Emmy Destinn bought the beautiful castle at Stráž nad Nežárkou in Southern Bohemia at the peak of her artistic career. The romantic castle, built in the 12th century among the hills of Southern Bohemia, is set in acres of wild gardens, crossed by the river Nežárka. It was originally built by the Rosenberg family (its name means 'guard') to protect a trade route over the river. Their crest - a blue rose in a gold background - can still be seen above the main gate, which Destinn designed herself.
Since she moved in, in 1914, Destinn furnished the castle with a great collection of art, antiques and books on all subjects, bought while touring the world. She spared no expense to imbue the place with her own slightly eccentric personality. She had a taste for the macabre and a great sense of humour, as her numerous caricatures of colleagues and friends demonstrate. The colours of the keys on her custom-built piano were reversed and she kept an aquarium with a selection of frogs, each named after a primadonna, whose different pitch of croaking she apparently recognised. Destinn was happiest at the castle and spent many tranquil hours walking in the ancient woods or fishing for carp and pike. It became her refuge during the First World War, when she was put under a house arrest by the German authorities for her patriotic activities and for refusing to entertain their troops. She lived there throughout the last lonely years of her life.

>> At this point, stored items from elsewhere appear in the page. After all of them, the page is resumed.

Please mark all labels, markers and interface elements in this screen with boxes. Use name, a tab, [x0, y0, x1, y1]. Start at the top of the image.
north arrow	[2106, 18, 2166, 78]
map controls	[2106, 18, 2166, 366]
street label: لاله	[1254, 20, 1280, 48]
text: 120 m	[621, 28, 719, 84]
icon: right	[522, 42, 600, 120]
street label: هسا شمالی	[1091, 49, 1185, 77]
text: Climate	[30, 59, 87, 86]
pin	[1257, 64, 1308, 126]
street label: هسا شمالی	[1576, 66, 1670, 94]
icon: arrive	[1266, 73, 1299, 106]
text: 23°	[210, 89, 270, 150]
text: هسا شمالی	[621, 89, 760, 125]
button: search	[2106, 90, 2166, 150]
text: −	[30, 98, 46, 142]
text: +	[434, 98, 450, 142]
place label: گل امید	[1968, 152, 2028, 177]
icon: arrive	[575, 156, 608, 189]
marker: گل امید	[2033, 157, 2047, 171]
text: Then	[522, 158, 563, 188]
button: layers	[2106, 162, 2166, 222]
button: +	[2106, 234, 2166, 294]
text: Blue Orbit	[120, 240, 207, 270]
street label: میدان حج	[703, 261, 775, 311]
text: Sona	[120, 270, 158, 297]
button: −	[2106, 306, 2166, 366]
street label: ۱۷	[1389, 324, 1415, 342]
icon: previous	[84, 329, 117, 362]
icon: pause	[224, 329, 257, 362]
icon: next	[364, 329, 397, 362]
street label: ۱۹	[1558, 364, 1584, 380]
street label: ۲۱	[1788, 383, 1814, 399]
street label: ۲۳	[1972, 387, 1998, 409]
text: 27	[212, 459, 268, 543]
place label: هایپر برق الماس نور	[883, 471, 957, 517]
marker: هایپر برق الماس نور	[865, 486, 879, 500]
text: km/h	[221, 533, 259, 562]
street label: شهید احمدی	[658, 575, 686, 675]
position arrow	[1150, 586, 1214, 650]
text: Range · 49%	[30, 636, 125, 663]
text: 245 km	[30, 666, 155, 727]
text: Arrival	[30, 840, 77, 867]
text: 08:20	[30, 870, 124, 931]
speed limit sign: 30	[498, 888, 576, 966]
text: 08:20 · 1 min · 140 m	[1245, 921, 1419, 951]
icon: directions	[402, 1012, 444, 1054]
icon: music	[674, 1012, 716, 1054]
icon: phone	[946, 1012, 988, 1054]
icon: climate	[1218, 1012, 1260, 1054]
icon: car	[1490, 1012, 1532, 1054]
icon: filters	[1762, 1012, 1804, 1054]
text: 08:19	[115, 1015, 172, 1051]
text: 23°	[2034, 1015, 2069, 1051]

Although Emmy Destinn bequeathed the castle to the nation, after her death in 1930, her husband sold the empty castle to a wealthy Czech family who refurbished it to its former glory. In 1948 the castle was confiscated by the communist authorities and used at first as a garrison and later as a home for disabled children. It took almost half a century before the rightful owners reclaimed the delapidated castle in 1995 and began its reconstruction.
In May 1999, Emmy Destinn Foundation organised an event at the castle, under the auspices of the Prague Spring Music Festival. 800 people crowded into the small Stráž church to hear Magdalena Kožená and Roman Janál performing at a gala concert, after which a bust of Destinn, created by Irena Sedlecká FRBS was unveiled by Sir Charles Mackerras and Božidara Turzonovová (who portrayed Destinn in a 1976 Czech film 'The Divine Emmy'). An oak tree sapling taken from Destinn's favourite fishing spot was planted in the castle's gardens to mark the ocassion.
The castle is now in the hands of new owners who continue the restoration process. They have re opened the castle to the public in 2006 with an exhibition of artefacts on loan from the National Muzeum in Prague.
EDF hopes that, in accordance with the diva’s wishes, the castle will become a centre of art, culture and inspiration.